* [Task to carry out] Please write out exactly the lines of the data below from the line holding "<b>18:29</b>" through the line holding "4h4l2 5-3 2q2", and leave out the rest.

[Collected data entries]
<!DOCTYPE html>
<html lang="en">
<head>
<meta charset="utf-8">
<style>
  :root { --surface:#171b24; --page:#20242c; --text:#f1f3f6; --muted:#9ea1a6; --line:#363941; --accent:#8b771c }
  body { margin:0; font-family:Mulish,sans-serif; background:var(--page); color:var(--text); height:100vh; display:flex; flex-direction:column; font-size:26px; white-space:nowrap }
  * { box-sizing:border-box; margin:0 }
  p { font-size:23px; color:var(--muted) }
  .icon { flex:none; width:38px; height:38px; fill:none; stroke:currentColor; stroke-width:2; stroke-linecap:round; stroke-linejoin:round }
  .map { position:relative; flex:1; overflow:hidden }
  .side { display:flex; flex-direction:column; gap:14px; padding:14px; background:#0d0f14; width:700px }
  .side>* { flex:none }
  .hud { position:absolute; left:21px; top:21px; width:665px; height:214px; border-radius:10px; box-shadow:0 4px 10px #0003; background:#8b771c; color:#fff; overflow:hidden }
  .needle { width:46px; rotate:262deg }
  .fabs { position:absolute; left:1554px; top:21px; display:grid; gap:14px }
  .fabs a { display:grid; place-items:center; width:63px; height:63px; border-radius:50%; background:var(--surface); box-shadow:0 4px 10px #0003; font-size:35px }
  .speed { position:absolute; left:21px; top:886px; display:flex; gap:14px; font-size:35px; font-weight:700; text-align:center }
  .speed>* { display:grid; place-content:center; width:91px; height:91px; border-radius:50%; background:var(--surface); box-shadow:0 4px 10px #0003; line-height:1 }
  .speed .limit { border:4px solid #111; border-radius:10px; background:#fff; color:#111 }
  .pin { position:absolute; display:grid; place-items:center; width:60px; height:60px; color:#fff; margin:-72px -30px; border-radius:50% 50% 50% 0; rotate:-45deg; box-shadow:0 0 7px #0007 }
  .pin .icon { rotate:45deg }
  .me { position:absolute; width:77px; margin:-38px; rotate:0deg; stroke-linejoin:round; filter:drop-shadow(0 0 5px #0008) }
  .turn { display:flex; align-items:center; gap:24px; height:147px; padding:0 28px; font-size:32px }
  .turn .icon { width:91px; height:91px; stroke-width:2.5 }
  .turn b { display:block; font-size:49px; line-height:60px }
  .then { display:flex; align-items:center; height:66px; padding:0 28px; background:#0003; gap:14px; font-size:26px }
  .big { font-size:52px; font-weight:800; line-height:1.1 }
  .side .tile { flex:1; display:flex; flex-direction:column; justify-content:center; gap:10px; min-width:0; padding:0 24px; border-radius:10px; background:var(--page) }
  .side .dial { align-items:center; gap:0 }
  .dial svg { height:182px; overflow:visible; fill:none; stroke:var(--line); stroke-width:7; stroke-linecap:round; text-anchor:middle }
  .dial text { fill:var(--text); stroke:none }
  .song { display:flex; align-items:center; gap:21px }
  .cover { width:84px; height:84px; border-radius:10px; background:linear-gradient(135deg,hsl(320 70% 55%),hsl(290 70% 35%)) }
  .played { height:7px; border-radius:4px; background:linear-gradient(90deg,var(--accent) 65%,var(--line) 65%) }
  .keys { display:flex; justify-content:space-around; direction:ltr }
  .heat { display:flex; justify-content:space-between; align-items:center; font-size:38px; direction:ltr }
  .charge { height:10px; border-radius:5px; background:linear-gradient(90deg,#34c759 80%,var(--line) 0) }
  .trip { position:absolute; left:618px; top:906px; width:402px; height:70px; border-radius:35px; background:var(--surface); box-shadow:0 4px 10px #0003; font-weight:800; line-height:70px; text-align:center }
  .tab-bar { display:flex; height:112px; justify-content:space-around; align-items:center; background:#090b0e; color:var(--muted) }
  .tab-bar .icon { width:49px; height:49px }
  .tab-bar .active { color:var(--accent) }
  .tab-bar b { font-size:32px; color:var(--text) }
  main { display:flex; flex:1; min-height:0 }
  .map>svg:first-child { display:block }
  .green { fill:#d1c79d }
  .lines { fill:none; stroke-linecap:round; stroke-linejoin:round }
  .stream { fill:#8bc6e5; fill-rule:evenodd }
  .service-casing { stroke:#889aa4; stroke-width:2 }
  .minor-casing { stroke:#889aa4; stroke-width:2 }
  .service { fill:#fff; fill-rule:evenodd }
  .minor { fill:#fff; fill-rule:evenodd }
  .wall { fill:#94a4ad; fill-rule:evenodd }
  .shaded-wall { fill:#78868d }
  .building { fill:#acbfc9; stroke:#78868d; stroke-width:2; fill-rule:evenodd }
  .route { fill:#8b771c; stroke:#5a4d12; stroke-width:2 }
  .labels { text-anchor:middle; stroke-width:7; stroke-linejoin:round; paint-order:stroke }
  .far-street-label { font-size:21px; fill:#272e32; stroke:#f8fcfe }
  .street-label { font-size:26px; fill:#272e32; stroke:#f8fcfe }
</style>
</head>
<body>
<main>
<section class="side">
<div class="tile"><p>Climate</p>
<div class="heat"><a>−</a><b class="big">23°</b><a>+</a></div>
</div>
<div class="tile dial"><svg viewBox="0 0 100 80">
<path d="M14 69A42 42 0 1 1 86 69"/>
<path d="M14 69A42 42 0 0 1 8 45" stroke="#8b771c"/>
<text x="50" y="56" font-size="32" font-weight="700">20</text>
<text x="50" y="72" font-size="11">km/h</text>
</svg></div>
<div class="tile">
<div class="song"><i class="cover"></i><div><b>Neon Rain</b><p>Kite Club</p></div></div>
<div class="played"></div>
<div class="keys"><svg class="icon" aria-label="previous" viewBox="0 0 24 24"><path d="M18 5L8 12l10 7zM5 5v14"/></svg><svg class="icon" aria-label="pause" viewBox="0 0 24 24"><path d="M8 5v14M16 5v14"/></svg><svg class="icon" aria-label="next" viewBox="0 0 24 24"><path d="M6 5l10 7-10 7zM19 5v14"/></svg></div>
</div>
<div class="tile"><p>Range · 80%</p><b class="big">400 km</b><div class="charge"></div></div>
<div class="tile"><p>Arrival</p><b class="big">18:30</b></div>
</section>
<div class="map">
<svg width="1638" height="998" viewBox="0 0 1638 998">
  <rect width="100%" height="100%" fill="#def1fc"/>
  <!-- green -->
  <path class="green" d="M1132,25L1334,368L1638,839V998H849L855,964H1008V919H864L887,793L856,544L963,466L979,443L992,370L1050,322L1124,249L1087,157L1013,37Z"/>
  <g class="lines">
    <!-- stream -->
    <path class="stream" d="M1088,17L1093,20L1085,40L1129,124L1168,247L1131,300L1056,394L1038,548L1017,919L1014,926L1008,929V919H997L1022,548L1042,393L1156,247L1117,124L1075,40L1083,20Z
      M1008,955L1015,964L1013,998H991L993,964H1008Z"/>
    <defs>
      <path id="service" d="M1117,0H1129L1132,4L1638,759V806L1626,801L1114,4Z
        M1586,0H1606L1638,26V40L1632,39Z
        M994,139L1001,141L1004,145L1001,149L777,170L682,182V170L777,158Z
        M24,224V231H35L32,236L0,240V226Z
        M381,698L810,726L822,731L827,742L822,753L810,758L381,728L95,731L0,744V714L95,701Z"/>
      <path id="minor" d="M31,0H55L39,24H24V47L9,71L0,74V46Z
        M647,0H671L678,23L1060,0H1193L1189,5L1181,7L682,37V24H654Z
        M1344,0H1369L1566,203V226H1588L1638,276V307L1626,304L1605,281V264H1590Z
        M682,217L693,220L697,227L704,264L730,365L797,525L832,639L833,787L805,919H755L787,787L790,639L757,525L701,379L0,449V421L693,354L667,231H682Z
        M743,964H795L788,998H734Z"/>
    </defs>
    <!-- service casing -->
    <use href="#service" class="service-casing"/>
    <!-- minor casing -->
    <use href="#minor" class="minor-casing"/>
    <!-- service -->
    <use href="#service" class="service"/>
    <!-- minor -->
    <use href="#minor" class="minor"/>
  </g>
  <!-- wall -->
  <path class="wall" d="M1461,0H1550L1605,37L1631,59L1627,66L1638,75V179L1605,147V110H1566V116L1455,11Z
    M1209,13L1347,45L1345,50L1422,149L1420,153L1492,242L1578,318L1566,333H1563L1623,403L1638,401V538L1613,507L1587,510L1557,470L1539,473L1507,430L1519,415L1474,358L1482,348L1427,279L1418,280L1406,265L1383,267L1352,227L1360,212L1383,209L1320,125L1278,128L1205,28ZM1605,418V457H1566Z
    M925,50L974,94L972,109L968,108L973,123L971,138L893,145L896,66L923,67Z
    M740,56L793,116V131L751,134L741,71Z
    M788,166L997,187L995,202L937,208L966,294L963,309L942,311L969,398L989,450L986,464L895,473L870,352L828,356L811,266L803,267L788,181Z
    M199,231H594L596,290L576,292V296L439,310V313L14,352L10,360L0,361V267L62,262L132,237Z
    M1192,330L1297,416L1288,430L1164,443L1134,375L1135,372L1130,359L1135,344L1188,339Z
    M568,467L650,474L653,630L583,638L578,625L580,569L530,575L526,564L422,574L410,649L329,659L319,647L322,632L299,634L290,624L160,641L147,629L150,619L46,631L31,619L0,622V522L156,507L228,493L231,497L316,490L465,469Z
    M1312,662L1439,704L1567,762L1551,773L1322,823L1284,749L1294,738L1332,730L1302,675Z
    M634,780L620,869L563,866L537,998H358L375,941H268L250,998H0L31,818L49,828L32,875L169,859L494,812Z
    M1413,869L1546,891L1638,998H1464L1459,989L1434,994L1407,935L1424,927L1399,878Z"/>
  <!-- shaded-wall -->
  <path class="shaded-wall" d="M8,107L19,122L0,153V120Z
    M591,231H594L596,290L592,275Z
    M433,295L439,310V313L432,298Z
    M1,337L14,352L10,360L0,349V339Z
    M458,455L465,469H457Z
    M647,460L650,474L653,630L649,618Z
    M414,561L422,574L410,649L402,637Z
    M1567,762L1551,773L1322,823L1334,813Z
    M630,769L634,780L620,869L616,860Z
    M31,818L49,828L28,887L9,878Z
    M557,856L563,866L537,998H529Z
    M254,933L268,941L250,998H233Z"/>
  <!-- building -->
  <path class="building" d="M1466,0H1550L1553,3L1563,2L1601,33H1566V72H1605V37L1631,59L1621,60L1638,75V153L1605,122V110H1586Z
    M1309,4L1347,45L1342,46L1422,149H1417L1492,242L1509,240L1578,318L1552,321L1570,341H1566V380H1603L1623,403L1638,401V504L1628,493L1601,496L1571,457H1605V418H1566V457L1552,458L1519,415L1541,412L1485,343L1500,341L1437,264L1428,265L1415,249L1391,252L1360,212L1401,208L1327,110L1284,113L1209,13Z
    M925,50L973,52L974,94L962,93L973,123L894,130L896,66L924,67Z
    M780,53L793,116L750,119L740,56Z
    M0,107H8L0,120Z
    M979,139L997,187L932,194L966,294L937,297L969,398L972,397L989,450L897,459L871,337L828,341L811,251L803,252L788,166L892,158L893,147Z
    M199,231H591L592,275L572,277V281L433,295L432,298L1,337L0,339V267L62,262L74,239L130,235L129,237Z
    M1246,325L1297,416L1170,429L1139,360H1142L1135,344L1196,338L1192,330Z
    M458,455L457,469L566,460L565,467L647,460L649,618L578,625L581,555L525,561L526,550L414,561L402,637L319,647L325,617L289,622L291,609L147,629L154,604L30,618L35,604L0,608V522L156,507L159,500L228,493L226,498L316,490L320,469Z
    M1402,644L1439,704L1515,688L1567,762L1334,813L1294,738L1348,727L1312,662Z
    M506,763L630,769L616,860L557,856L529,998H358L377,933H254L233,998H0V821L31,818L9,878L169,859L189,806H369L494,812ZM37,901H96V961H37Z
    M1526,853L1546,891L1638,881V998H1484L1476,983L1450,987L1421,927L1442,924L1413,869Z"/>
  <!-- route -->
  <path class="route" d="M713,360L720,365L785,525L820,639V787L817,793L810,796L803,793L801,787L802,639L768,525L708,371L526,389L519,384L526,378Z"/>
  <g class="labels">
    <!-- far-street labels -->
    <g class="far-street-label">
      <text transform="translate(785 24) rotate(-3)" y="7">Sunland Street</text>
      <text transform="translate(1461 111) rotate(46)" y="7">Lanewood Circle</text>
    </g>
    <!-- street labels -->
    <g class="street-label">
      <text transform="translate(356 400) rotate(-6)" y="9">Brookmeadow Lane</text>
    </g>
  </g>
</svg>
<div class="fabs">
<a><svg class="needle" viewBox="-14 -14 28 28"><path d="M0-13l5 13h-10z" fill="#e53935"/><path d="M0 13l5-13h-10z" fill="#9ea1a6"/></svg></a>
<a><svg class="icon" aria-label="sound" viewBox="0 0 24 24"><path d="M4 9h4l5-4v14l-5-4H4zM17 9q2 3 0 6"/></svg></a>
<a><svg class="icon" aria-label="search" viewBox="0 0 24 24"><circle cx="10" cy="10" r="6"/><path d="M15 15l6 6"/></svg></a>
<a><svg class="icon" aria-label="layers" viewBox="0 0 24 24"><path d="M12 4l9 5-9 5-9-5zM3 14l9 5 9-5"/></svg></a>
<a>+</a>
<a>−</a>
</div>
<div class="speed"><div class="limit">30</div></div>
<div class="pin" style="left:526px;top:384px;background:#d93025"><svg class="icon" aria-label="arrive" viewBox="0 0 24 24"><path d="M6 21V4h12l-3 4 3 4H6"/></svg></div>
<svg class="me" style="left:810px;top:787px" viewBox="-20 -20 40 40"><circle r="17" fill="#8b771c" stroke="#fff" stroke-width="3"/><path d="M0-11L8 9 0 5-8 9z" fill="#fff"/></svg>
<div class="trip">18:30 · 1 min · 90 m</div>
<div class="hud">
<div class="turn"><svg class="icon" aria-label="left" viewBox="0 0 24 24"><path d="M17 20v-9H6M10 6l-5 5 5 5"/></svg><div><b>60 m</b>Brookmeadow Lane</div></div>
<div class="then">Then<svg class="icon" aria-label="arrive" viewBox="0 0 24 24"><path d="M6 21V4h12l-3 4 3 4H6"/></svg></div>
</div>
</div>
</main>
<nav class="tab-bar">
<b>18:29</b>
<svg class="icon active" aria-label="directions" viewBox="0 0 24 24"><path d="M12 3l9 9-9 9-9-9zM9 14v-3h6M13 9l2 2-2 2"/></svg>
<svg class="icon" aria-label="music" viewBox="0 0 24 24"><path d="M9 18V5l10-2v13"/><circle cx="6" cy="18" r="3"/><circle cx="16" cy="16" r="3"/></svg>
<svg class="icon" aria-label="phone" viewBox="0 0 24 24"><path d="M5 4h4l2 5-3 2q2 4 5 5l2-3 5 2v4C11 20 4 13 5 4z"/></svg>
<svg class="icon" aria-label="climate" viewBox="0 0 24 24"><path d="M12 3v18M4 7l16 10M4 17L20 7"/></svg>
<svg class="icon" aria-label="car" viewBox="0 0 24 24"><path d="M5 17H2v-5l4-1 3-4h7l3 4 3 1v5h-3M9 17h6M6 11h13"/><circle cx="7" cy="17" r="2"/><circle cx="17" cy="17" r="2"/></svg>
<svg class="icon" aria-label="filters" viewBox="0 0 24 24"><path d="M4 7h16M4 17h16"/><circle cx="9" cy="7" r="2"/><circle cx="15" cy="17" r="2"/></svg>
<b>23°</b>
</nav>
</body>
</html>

* [Solved exercise]
<b>18:29</b>
<svg class="icon active" aria-label="directions" viewBox="0 0 24 24"><path d="M12 3l9 9-9 9-9-9zM9 14v-3h6M13 9l2 2-2 2"/></svg>
<svg class="icon" aria-label="music" viewBox="0 0 24 24"><path d="M9 18V5l10-2v13"/><circle cx="6" cy="18" r="3"/><circle cx="16" cy="16" r="3"/></svg>
<svg class="icon" aria-label="phone" viewBox="0 0 24 24"><path d="M5 4h4l2 5-3 2q2 4 5 5l2-3 5 2v4C11 20 4 13 5 4z"/></svg>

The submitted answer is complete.